WHAT THE TASK ASKS.
Each record below is to be copied word for word, with pictures removed.

DATA SECTION.
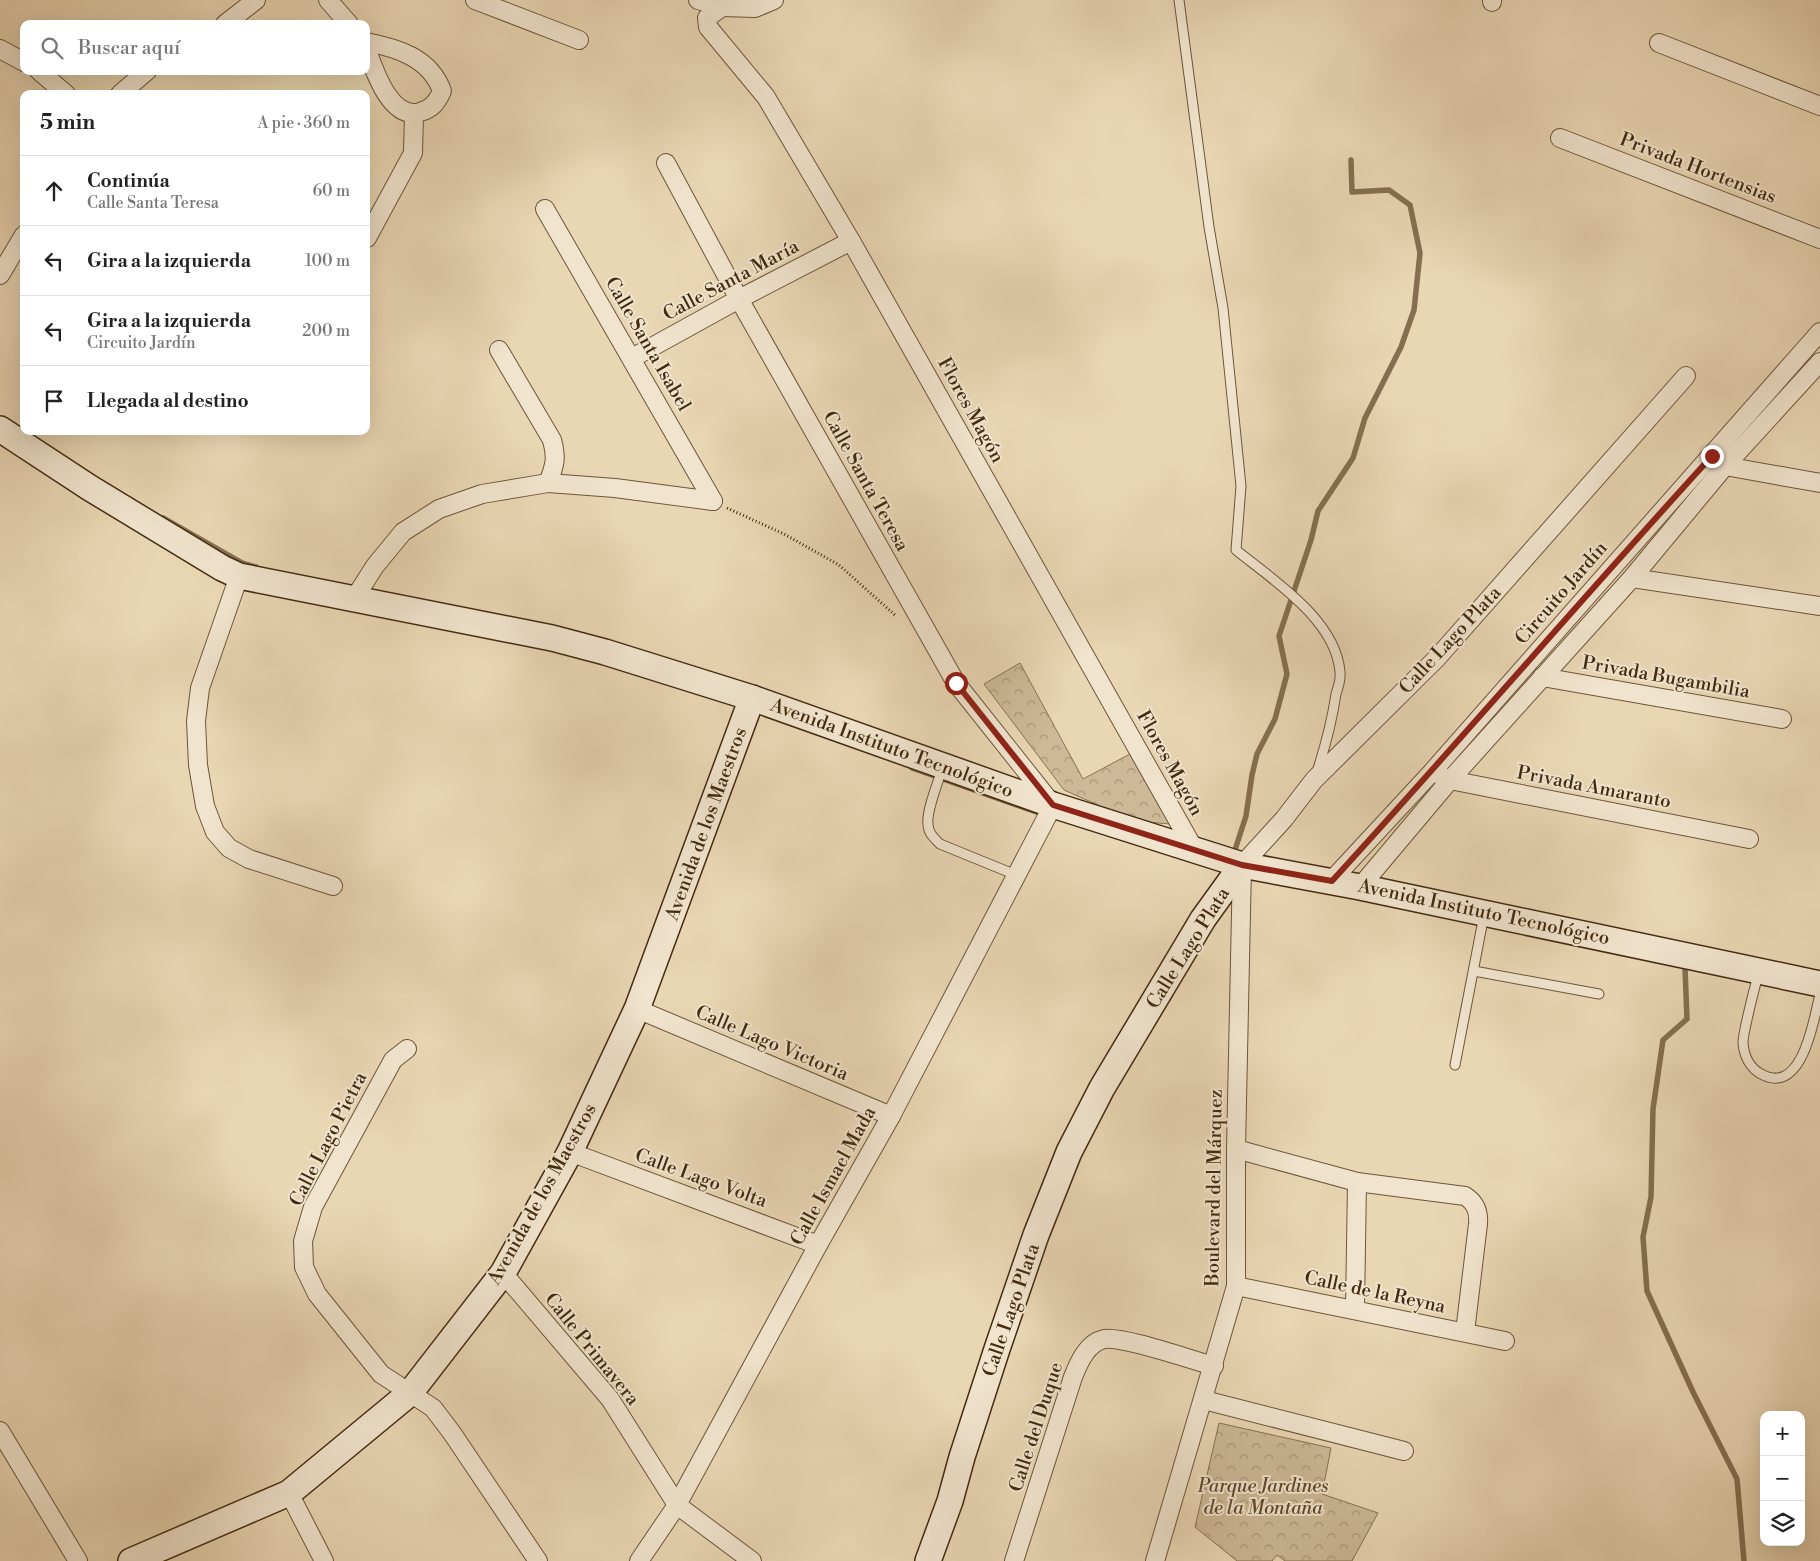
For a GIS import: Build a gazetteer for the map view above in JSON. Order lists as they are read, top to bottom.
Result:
{
  "streets": {
    "street": [
      "Privada Hortensias",
      "Calle Santa María",
      "Calle Santa Isabel",
      "Flores Magón",
      "Calle Santa Teresa",
      "Circuito Jardín",
      "Calle Lago Plata",
      "Privada Bugambilia",
      "Avenida Instituto Tecnológico",
      "Privada Amaranto",
      "Avenida de los Maestros",
      "Calle Lago Victoria",
      "Calle Lago Pietra",
      "Calle Ismael Mada",
      "Calle Lago Volta",
      "Boulevard del Márquez",
      "Calle de la Reyna",
      "Calle Primavera",
      "Calle del Duque"
    ]
  },
  "crossings": [
    ["Calle Santa María", "Calle Santa Isabel"],
    ["Calle Santa María", "Flores Magón"],
    ["Calle Santa María", "Calle Santa Teresa"],
    ["Flores Magón", "Avenida Instituto Tecnológico"],
    ["Calle Santa Teresa", "Avenida Instituto Tecnológico"],
    ["Calle Santa Teresa", "Calle Ismael Mada"],
    ["Circuito Jardín", "Avenida Instituto Tecnológico"],
    ["Circuito Jardín", "Privada Amaranto"],
    ["Calle Lago Plata", "Avenida Instituto Tecnológico"],
    ["Calle Lago Plata", "Boulevard del Márquez"],
    ["Avenida Instituto Tecnológico", "Avenida de los Maestros"],
    ["Avenida Instituto Tecnológico", "Calle Ismael Mada"],
    ["Avenida Instituto Tecnológico", "Boulevard del Márquez"],
    ["Avenida de los Maestros", "Calle Lago Victoria"],
    ["Avenida de los Maestros", "Calle Lago Pietra"],
    ["Avenida de los Maestros", "Calle Lago Volta"],
    ["Avenida de los Maestros", "Calle Primavera"],
    ["Calle Lago Victoria", "Calle Ismael Mada"],
    ["Calle Ismael Mada", "Calle Lago Volta"],
    ["Calle Ismael Mada", "Calle Primavera"],
    ["Boulevard del Márquez", "Calle de la Reyna"],
    ["Boulevard del Márquez", "Calle del Duque"]
  ],
  "parks": ["Parque Jardines de la Montaña"],
  "page": {
    "search": "Buscar aquí",
    "heading": ["5 min", "A pie · 360 m"],
    "list": [
      ["Continúa", "Calle Santa Teresa", "60 m"],
      ["Gira a la izquierda", "100 m"],
      ["Gira a la izquierda", "Circuito Jardín", "200 m"],
      "Llegada al destino"
    ],
    "map_buttons": ["+", "−"]
  }
}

TASK SOLUTION.
For a GIS import: Build a gazetteer for the map view above in JSON. Order lists as they are read, top to bottom.
Result:
{
  "streets": {
    "street": [
      "Privada Hortensias",
      "Calle Santa María",
      "Calle Santa Isabel",
      "Flores Magón",
      "Calle Santa Teresa",
      "Circuito Jardín",
      "Calle Lago Plata",
      "Privada Bugambilia",
      "Avenida Instituto Tecnológico",
      "Privada Amaranto",
      "Avenida de los Maestros",
      "Calle Lago Victoria",
      "Calle Lago Pietra",
      "Calle Ismael Mada",
      "Calle Lago Volta",
      "Boulevard del Márquez",
      "Calle de la Reyna",
      "Calle Primavera",
      "Calle del Duque"
    ]
  },
  "crossings": [
    ["Calle Santa María", "Calle Santa Isabel"],
    ["Calle Santa María", "Flores Magón"],
    ["Calle Santa María", "Calle Santa Teresa"],
    ["Flores Magón", "Avenida Instituto Tecnológico"],
    ["Calle Santa Teresa", "Avenida Instituto Tecnológico"],
    ["Calle Santa Teresa", "Calle Ismael Mada"],
    ["Circuito Jardín", "Avenida Instituto Tecnológico"],
    ["Circuito Jardín", "Privada Amaranto"],
    ["Calle Lago Plata", "Avenida Instituto Tecnológico"],
    ["Calle Lago Plata", "Boulevard del Márquez"],
    ["Avenida Instituto Tecnológico", "Avenida de los Maestros"],
    ["Avenida Instituto Tecnológico", "Calle Ismael Mada"],
    ["Avenida Instituto Tecnológico", "Boulevard del Márquez"],
    ["Avenida de los Maestros", "Calle Lago Victoria"],
    ["Avenida de los Maestros", "Calle Lago Pietra"],
    ["Avenida de los Maestros", "Calle Lago Volta"],
    ["Avenida de los Maestros", "Calle Primavera"],
    ["Calle Lago Victoria", "Calle Ismael Mada"],
    ["Calle Ismael Mada", "Calle Lago Volta"],
    ["Calle Ismael Mada", "Calle Primavera"],
    ["Boulevard del Márquez", "Calle de la Reyna"],
    ["Boulevard del Márquez", "Calle del Duque"]
  ],
  "parks": ["Parque Jardines de la Montaña"],
  "page": {
    "search": "Buscar aquí",
    "heading": ["5 min", "A pie · 360 m"],
    "list": [
      ["Continúa", "Calle Santa Teresa", "60 m"],
      ["Gira a la izquierda", "100 m"],
      ["Gira a la izquierda", "Circuito Jardín", "200 m"],
      "Llegada al destino"
    ],
    "map_buttons": ["+", "−"]
  }
}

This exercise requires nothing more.